Она взяла Ефросинью за руку и усадила напротив себя, на край лавки. Катерина погладила рукой волосы дочери.
– И ты такая бледная?
– Все хорошо, мама. Похоже, я простудилась. Мои глаза и нос постоянно слезятся.
– Да, после той ночи с балом. Или… что-то не так? С тобой все в порядке?
Она наклонилась к дочери и Ефросинья, сомкнув веки, сказала:
– У меня не идут дела, – она не договорила, что уже будет два месяца.

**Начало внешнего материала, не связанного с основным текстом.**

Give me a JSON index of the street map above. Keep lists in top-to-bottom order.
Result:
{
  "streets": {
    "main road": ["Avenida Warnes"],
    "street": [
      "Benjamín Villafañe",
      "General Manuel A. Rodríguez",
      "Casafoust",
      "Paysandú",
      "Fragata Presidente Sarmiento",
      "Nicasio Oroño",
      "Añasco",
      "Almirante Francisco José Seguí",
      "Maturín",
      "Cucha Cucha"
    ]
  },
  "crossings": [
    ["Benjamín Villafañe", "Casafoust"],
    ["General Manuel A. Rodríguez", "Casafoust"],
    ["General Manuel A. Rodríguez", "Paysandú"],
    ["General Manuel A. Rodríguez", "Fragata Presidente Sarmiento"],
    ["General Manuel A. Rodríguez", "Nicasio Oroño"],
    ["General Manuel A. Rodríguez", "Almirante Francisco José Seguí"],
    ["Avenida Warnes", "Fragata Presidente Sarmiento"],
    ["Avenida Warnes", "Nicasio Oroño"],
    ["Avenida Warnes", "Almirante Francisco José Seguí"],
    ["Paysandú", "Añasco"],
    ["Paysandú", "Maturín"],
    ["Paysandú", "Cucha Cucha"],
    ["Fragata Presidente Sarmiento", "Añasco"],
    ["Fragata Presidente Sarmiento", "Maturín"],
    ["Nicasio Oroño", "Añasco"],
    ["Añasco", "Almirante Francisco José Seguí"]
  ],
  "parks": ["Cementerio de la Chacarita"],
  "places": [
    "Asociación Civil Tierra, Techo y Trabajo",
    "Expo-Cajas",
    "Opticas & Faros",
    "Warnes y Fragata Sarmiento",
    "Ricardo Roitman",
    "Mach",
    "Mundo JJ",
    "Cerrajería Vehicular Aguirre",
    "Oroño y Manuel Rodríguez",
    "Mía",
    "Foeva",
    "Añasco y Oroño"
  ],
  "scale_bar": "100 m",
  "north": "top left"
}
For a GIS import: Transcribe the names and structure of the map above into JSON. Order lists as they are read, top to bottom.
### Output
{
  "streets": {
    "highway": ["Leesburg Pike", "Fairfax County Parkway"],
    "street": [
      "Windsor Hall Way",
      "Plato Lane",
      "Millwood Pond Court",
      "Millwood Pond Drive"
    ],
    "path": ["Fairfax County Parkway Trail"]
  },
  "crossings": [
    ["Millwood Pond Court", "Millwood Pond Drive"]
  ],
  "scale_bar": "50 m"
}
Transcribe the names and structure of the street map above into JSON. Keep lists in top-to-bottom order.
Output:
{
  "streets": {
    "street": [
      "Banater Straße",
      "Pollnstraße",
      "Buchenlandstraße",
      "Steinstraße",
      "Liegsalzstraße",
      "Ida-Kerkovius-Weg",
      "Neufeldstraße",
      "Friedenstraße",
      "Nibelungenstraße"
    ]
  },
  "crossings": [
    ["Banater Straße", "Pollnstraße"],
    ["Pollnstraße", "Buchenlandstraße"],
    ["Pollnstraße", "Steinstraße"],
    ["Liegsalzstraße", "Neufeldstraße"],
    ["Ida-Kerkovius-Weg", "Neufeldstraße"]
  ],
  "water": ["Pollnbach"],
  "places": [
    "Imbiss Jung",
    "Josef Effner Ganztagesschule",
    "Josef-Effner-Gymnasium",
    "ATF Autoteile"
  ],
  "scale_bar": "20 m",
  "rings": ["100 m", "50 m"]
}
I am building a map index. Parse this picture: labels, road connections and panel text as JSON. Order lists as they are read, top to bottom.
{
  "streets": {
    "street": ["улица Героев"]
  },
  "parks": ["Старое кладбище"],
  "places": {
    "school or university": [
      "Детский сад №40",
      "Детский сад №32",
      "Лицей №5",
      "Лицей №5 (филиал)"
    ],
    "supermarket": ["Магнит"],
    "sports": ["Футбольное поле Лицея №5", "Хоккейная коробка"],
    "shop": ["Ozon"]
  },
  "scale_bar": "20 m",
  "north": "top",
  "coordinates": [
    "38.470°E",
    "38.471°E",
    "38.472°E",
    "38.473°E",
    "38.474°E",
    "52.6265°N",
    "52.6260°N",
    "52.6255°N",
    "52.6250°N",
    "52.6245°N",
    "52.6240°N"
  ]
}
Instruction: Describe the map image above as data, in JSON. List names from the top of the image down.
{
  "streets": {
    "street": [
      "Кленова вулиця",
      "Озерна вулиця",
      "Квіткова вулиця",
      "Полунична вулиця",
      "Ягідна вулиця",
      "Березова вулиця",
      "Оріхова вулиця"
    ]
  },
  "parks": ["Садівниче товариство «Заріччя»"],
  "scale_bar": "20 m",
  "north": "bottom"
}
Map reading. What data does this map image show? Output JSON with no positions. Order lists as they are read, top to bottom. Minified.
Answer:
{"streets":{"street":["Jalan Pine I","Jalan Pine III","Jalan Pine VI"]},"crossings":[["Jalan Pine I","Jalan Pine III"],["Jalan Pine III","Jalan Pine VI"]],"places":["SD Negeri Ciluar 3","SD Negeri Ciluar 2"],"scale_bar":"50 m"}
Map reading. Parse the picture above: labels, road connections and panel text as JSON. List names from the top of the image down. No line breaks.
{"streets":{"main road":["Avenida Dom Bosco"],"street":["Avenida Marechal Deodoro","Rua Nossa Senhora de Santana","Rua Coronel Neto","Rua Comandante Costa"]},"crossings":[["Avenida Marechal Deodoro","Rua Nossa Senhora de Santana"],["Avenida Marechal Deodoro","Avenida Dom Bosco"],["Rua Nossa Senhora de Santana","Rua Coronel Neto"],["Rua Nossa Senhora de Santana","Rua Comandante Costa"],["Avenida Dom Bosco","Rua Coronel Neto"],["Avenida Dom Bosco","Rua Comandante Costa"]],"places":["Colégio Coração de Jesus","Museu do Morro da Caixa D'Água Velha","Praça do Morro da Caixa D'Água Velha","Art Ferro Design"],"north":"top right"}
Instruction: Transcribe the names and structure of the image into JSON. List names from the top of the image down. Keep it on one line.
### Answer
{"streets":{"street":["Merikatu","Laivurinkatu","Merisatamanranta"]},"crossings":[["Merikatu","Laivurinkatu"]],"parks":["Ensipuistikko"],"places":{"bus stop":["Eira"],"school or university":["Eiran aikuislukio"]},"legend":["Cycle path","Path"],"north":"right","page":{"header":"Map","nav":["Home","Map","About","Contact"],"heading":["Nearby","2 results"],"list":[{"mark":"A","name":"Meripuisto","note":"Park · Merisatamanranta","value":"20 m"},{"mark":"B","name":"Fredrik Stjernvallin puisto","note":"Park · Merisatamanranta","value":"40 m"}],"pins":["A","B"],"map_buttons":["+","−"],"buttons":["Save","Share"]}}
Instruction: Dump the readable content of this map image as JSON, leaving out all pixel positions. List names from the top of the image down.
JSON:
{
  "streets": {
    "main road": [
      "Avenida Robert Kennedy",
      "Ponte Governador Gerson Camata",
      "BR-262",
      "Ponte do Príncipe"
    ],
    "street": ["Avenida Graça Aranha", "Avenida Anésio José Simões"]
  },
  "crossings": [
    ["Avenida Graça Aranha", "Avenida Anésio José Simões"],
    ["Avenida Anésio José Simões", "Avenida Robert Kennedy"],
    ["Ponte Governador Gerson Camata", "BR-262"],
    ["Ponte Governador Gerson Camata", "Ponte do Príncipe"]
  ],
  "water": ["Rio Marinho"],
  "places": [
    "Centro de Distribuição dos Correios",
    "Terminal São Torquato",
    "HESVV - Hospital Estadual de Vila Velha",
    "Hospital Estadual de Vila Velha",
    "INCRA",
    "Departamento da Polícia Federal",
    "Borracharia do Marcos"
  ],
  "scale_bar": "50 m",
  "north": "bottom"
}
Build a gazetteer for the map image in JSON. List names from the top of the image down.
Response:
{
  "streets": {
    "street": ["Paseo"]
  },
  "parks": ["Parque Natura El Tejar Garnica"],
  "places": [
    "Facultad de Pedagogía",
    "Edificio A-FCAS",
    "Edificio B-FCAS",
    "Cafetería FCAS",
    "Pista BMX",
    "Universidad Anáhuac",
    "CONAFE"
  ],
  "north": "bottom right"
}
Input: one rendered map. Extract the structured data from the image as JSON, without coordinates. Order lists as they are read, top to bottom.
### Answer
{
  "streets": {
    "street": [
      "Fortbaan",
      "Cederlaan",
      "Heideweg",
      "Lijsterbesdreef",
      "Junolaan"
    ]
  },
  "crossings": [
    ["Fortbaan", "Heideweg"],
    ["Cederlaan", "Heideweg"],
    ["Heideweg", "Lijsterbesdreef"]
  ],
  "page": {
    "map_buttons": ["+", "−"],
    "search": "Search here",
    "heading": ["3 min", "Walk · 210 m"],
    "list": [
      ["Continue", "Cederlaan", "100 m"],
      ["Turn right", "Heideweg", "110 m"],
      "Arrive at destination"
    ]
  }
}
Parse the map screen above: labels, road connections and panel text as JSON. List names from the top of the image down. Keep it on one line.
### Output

– Оу, и только? – мать положила свой подбородок на плече дочери, говоря понимающе: – И только? Тогда тебе нечего беспокоиться. Ты же всегда была у нас нерегулярной и я сама беспокоилась за тебя. Я совсем забыла, что ты уже не ребенок. Тебе уже шестнадцать и я не могу поверить, что ещё только что держала тебя на руках. Когда они начнутся, ты успокоишься и будешь прежней.
Ефросинья опустила голову, пытаясь освободиться от кома, надвинувшегося к горлу. Как бы она сейчас хотела присесть матери на колени и, уткнувшись лицом в мамину грудь, поплакать и все рассказать маме. Но, собравши себя, она поднялась с лавки.
– Все хорошо. Время вот-вот, так что нечего беспокоиться. Мне пора идти
– Да, девочка моя. Пора, – она последовала за дочкой в сени, – свадьба будет скоро, но ты мне ничего не рассказываешь, Фрося.